Additionally, the tightening of monetary policy by advanced economies could heighten the risk of capital outflows from Nigeria.
Regarding Nigeria’s overall economic output, the CBN anticipates a positive growth trajectory, bolstered by continued support for key sectors and effective implementation of reforms.
However, risks such as rising energy costs, driven by the ongoing Russia-Ukraine conflict, as well as Nigeria’s persistent security and infrastructure challenges, could undermine this outlook in the near term.
CBN said, “The outlook for Nigeria’s external sector in 2024/2025 is optimistic, on the expectation of favorable terms of trade, occasioned by sustained rally in crude oil prices and an improvement in domestic crude oil production.
“The positive outlook is supported by the sustenance of crude oil price, propelled by the decision to cut production, and gains from capital flows and remittances.
“However, lower crude oil earnings, fuel subsidy removal, rising import bills, and increased external debt servicing obligations could pose downside risks for the accretion to external reserves.

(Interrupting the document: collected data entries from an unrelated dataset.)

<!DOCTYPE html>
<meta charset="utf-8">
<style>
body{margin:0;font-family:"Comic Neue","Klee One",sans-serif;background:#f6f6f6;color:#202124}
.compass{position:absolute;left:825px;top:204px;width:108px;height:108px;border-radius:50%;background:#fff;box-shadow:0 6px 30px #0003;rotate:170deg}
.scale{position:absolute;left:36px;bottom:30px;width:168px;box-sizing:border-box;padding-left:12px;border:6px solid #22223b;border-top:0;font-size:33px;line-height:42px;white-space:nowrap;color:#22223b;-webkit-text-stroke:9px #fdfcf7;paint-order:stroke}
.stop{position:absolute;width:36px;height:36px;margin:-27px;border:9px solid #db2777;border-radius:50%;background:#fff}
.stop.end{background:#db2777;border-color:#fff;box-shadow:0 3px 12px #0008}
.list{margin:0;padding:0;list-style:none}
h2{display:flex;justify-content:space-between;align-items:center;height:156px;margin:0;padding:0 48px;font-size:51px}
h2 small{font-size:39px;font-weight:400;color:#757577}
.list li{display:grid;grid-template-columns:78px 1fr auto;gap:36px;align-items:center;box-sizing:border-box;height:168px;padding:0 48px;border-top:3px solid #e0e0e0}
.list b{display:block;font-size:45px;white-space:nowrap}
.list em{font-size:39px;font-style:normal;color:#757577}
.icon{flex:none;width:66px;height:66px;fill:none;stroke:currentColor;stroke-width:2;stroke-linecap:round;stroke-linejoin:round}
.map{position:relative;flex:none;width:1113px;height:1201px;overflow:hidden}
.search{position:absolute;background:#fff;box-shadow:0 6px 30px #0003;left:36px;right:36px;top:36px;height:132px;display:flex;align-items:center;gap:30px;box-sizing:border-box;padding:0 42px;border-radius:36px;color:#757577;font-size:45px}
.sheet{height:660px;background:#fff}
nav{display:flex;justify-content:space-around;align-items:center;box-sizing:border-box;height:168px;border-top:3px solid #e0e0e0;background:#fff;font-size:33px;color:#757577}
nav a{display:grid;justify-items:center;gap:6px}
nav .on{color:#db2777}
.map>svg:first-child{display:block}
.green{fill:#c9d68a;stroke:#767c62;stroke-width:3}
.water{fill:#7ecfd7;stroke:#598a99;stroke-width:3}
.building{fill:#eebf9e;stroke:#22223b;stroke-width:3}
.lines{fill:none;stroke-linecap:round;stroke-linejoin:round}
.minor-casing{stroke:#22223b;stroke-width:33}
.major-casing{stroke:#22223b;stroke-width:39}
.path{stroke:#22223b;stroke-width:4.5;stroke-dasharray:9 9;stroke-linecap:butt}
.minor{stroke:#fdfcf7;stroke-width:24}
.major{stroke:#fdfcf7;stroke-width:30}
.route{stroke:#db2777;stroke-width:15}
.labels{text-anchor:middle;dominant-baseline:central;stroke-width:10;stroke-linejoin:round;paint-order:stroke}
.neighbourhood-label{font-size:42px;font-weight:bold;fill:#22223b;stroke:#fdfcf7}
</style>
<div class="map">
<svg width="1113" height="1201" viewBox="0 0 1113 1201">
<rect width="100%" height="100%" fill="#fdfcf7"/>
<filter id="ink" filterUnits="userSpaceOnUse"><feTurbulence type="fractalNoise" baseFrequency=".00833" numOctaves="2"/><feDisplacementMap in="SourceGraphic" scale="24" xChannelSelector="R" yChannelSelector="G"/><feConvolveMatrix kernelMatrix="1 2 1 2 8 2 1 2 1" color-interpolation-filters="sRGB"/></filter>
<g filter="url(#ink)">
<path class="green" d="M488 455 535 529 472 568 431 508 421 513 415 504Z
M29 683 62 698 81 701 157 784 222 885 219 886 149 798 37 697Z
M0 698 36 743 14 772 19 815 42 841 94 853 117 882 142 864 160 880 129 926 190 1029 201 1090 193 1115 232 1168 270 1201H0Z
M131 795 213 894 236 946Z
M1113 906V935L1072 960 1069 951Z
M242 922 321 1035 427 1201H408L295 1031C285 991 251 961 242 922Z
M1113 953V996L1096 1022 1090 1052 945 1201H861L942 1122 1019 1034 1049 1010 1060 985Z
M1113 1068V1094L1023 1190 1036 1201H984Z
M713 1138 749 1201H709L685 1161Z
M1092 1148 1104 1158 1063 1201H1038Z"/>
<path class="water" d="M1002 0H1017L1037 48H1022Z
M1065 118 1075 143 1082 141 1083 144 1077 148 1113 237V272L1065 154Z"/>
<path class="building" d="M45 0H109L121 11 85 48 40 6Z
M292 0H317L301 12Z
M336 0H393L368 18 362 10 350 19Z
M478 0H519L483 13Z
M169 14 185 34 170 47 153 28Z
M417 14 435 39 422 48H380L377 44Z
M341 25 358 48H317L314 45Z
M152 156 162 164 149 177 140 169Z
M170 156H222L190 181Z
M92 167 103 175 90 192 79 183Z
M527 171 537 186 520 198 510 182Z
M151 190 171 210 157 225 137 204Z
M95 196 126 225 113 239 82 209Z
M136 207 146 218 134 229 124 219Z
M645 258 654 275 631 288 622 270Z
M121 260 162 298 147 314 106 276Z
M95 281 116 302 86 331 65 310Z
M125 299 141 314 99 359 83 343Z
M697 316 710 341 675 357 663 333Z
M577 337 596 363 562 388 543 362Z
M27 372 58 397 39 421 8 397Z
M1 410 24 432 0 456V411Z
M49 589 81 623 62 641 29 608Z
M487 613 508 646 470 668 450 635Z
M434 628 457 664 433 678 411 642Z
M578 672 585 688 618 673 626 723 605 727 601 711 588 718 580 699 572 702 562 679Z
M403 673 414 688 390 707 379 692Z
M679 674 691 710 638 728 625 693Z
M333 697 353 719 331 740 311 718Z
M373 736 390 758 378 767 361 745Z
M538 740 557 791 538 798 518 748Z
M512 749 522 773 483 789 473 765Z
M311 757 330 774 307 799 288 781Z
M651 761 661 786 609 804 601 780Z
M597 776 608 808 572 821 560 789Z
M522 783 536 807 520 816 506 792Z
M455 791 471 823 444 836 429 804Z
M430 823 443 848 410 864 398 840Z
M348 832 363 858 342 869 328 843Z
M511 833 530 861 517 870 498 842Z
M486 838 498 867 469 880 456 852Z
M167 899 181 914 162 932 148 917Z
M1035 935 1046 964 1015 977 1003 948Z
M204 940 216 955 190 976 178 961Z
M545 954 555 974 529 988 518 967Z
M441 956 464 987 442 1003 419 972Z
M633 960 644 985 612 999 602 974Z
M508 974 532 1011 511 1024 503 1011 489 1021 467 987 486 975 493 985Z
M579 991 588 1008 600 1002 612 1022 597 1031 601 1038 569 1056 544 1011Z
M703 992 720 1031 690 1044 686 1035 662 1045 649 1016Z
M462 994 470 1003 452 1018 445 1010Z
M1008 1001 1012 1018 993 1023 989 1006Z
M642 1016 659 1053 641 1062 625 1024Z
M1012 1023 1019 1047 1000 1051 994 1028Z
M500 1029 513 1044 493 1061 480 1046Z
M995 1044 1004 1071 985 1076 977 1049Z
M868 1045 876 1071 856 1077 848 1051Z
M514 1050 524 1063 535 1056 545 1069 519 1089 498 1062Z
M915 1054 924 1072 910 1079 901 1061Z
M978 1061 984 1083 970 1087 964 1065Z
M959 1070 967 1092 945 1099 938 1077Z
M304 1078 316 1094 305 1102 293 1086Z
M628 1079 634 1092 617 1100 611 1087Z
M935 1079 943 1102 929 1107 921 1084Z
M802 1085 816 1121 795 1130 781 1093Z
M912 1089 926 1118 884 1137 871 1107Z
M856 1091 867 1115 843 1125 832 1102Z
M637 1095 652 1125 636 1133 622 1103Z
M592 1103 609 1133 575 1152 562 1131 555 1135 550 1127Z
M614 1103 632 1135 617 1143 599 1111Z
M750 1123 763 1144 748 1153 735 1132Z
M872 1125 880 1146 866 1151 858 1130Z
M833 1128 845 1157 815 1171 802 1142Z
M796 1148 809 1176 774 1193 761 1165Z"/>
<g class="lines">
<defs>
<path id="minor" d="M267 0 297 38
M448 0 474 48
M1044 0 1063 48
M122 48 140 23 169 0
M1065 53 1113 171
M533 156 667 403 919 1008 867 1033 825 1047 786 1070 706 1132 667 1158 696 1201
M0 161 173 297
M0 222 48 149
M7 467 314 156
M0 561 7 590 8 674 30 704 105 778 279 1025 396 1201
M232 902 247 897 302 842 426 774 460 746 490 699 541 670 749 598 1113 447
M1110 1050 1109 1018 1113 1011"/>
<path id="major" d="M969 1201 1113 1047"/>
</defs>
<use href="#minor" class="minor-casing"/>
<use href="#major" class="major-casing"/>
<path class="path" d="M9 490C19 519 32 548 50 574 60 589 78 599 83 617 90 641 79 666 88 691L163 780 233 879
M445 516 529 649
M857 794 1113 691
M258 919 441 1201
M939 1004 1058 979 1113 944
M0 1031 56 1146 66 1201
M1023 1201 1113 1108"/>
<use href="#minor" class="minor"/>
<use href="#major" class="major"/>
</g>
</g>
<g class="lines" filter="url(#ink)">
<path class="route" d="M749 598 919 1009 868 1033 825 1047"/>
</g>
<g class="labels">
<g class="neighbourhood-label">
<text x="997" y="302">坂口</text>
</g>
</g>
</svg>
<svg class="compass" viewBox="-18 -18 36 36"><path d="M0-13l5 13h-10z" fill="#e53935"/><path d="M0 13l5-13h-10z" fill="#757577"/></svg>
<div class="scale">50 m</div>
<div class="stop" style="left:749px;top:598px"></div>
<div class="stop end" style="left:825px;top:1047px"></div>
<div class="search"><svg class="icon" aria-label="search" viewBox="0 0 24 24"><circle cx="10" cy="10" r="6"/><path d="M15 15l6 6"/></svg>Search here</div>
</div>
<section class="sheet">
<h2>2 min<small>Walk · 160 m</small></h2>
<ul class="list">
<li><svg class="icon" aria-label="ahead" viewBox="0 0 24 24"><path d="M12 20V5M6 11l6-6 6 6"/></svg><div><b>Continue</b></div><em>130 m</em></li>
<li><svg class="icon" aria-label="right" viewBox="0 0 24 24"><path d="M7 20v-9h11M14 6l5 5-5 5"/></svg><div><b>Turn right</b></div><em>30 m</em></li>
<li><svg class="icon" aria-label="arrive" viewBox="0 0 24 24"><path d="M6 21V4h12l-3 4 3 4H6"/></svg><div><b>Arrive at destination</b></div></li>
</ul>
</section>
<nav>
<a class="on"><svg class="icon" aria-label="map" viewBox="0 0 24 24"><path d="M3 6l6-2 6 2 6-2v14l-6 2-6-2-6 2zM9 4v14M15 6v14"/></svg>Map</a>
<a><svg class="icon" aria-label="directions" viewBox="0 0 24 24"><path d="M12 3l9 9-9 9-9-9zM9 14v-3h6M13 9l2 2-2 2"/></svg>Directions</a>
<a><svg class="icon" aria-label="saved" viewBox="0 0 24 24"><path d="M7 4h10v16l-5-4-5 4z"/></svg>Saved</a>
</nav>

“In addition, the sustained monetary policy tightening by central banks across advanced economies increases the risk of capital outflow.”

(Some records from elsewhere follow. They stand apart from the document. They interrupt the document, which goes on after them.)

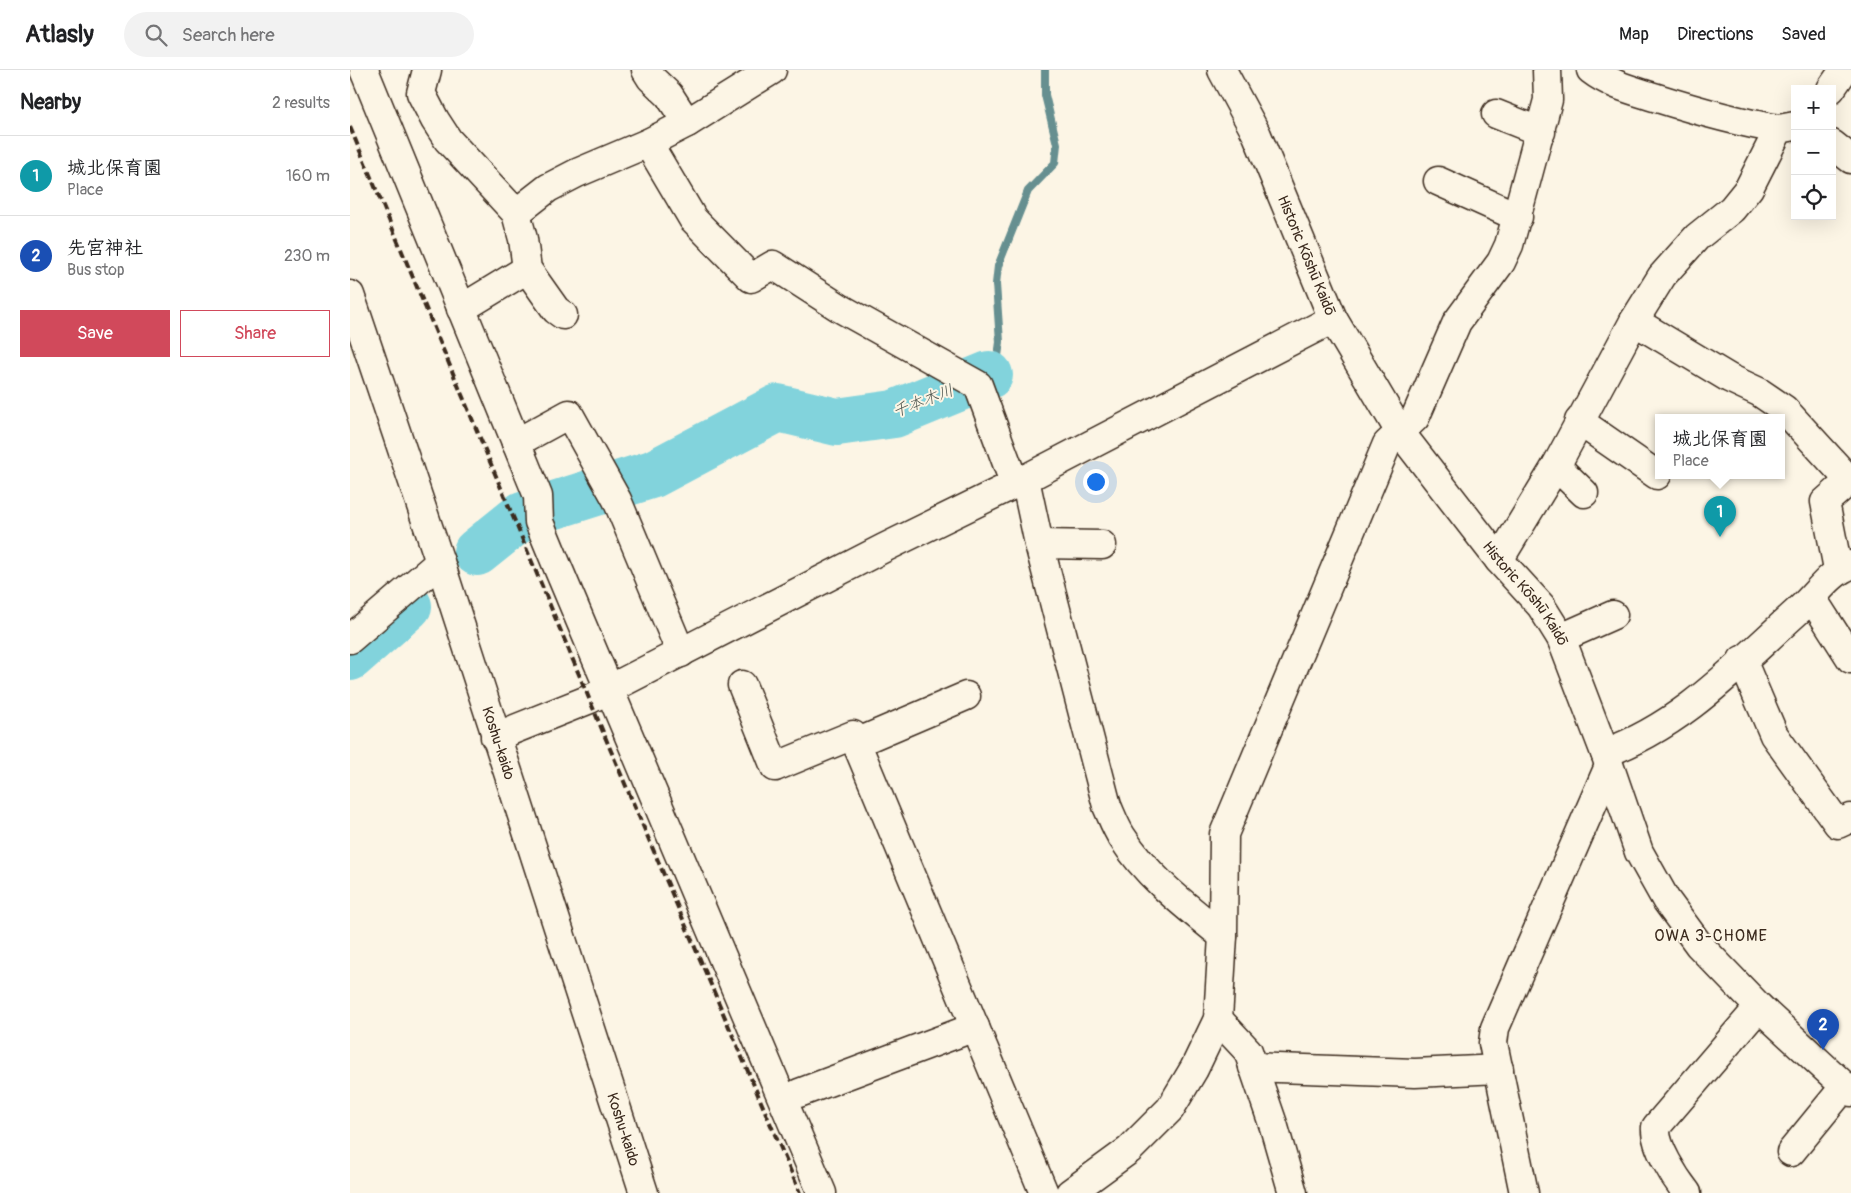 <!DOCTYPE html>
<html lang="en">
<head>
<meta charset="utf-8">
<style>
	:root { --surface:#fff; --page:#f2f2f2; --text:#202124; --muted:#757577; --line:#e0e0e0; --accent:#d1495b }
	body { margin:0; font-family:Pangolin,"Klee One",sans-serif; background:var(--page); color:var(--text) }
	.controls { position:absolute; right:15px; top:15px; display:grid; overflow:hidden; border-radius:0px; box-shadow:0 5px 20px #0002 }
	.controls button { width:45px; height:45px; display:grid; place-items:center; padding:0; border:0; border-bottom:1px solid var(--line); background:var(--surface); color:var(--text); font:25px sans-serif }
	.you { position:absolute; left:745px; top:411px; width:18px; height:18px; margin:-12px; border:4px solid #fff; border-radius:50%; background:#1a73e8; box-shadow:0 0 0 8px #1a73e833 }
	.badge { display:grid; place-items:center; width:32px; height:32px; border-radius:50%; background:var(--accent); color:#fff; font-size:16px; font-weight:700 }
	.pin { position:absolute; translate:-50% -41px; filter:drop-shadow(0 1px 2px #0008) }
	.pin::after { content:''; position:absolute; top:26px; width:18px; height:15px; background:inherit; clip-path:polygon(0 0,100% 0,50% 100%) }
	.popup { position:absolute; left:1305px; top:344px; width:130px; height:65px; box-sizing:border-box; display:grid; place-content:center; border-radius:0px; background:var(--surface); filter:drop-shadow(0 1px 4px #0005); font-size:16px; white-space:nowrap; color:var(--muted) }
	.popup b { font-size:19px; color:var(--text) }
	.popup::after { content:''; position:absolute; left:50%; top:100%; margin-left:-10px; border:10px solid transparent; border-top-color:var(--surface) }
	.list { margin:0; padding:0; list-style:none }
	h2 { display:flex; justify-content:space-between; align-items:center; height:65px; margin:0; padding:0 20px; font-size:21px }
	h2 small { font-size:16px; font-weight:400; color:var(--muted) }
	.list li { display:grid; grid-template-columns:32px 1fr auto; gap:15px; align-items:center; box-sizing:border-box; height:80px; padding:0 20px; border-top:1px solid var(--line) }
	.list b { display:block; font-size:19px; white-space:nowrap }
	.list p { margin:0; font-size:16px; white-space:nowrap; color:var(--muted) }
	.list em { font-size:16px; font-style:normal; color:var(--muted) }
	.actions { display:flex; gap:10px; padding:15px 20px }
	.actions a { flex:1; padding:11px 0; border:1px solid var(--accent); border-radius:0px; text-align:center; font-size:18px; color:var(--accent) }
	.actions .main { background:var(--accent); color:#fff }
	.icon { flex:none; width:28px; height:28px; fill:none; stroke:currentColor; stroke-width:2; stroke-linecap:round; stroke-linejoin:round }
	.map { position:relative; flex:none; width:1501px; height:1123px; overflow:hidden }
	header { display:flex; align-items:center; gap:30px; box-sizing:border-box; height:70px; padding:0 25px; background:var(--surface); border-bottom:1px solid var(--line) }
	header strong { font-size:24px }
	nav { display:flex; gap:28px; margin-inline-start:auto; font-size:18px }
	.search { width:350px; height:45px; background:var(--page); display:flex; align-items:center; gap:12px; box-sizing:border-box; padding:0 18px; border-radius:28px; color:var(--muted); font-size:19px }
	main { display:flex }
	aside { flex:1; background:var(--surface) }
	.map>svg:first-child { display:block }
</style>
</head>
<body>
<header>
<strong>Atlasly</strong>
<div class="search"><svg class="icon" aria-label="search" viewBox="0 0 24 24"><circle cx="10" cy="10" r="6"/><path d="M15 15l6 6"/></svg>Search here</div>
<nav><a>Map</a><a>Directions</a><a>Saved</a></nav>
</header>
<main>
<aside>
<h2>Nearby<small>2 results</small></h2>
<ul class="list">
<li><span class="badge" style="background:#0f9aa8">1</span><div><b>城北保育園</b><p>Place</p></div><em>160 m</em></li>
<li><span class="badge" style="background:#1a4fb4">2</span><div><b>先宮神社</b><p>Bus stop</p></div><em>230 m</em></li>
</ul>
<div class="actions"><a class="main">Save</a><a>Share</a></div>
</aside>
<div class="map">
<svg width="1501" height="1123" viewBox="0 0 1501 1123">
	<rect width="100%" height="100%" fill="#fcf5e5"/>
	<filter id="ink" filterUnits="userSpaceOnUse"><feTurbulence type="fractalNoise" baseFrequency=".02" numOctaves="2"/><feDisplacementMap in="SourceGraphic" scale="10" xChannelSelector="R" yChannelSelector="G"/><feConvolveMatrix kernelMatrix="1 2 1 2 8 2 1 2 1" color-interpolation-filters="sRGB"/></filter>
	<g filter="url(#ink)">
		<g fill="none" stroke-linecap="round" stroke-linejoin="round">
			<path stroke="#668f90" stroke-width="8" d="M639,305L648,286L650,272L646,214L648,196L678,121L705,93L707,74L695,25V0"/>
			<path stroke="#82d3dc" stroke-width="48" d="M127,482L173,445L303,404L428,338L487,352L544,344L639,305
				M0,587L58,536"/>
			<defs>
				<g id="minor">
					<path d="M14,0L188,426L189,452L208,498L472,1123"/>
					<path d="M77,0L71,23L85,50L98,70L166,143L173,169L177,199L206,240L213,245"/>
					<path d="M296,0L301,8L319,25L337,53"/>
					<path id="s1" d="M872,0L907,65L983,249L1050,362L1149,490L1191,536L1211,568L1255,683L1289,782L1316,830L1349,875L1409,937L1501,1022"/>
					<path d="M1241,0C1259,14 1282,20 1304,27C1345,40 1386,52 1429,59"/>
					<path d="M1481,19L1494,0"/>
					<path d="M1146,44L1191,62"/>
					<path d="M298,73L343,149L401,208L423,195L490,238L628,315L665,415"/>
					<path d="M1482,74L1501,89"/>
					<path d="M1088,111L1168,147"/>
					<path d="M166,143L198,118L227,103L298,73L337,53L422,0"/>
					<path d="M111,239L177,199"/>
					<path d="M1284,251L1379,308L1409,322L1434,339L1500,411"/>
					<path d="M1229,351L1307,405"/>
					<path d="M166,373L219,344L267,430L331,583"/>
					<path d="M1206,396L1234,423"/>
					<path d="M675,409L689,474L757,736C762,747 766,758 772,767C797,807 837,837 873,866"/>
					<path d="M689,474L752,475"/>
					<path d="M1149,490L1206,396L1284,251L1312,206L1347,167L1382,139L1399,118L1429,59L1445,56"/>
					<path d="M1488,499L1475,432L1501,409"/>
					<path d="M1462,528L1501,589"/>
					<path d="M1211,568L1263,545"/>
					<path d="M0,569L90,492"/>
					<path d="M1392,590L1424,665L1488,754L1501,748"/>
					<path d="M392,615L425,697L503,665L694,1123"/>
					<path d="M145,667L240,629L534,478L675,409L983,249"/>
					<path d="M506,673L616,626"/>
					<path d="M1255,683C1335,654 1388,594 1450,539C1467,524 1480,502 1501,495"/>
					<path d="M868,949L898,981L924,1057L943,1123"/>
					<path d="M903,997L1065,1003L1149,999"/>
					<path d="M449,1023L625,957"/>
					<path d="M1441,1082L1495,1016"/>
					<path d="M720,1123L779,1080L820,1039L844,999L868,949L873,866L874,764L1037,374L1065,348L1107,252L1151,192L1159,175L1198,30L1197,0"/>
					<path d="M1174,1123L1143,973L1145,958L1259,696"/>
					<path d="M1337,1123C1325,1108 1304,1075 1306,1057L1409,937"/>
				</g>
				<g id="highway">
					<path id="s2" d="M0,225L90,492L294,1123"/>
				</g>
			</defs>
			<use href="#minor" stroke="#3b2a1e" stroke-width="31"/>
			<use href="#highway" stroke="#3b2a1e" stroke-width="31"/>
			<use href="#minor" stroke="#fcf5e5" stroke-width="28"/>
			<use href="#highway" stroke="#fcf5e5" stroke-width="28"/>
			<path stroke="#3b2a1e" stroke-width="4" stroke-dasharray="8 4" stroke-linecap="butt" d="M0,57L261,681L450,1123"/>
		</g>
	</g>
	<g text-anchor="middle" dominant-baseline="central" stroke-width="4" stroke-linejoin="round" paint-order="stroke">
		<g font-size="15" fill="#3b2a1e" stroke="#fcf5e5">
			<text stroke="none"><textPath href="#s1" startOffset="204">Historic Kōshū Kaidō</textPath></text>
			<text stroke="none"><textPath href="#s1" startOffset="609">Historic Kōshū Kaidō</textPath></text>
			<text stroke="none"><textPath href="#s2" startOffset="472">Koshu-kaido</textPath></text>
			<text stroke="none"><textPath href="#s2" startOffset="878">Koshu-kaido</textPath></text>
		</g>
		<g font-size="16" font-style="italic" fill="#4d544e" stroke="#fcf5e5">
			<text transform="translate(573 331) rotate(-21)">千本木川</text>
		</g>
		<g font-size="16" letter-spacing="1" fill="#3b2a1e" stroke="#fcf5e5">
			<text x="1361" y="866">OWA 3-CHOME</text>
		</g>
	</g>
</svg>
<div class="controls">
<button>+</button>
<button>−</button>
<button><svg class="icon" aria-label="locate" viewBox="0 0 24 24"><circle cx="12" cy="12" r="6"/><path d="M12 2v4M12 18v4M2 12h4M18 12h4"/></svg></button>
</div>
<div class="you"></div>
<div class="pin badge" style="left:1370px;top:467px;background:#0f9aa8">1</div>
<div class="popup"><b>城北保育園</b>Place</div>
<div class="pin badge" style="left:1473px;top:980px;background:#1a4fb4">2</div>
</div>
</main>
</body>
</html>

On Nigeria’s output growth, CBN said: “Nigeria’s output growth is expected to maintain a positive trajectory in 2024/2025.
“The growth prospects are dependent on continued policy support in the agriculture and oil sectors, reforms in the foreign exchange market, and the effective implementation of the Finance Act 2023 and the 2022-2025 MTNDP.
“The risk to the outlook is still tilted to the downside, characterized by significant headwinds such as rising energy prices emanating from lingering effects of the Russia-Ukraine war, and the persisting security and infrastructural challenges, which could undermine the growth outlook in the short to medium term.
“Domestic prices are expected to remain elevated through 2024/2025,on the back of spillovers from global supply constraints, and exchange rate pass-through.
“More so, the persisting security and infrastructural challenges could exacerbate inflationary pressures.
“The performance of the fiscal sector is expected to remain on a positive recovery trajectory in 2024/2025.
“This outlook is contingent on the effective implementation of the Finance Act 2023 and restructuring of key revenue-generating MDAs to boost non-oil revenue.
“However, low domestic crude oil production, growing public debt, lingering insecurity, global economic slowdown, and the Russia-Ukraine war, could pose significant downside risks to fiscal operations in the short-to-medium-term.
“The financial sector is expected to remain resilient in 2024/2025.
“The outlook mirrors the efforts of the CBN in continuously monitoring emerging vulnerabilities and risks in the system, including periodic stress tests, examination exercises, and the provision of risk mitigants.”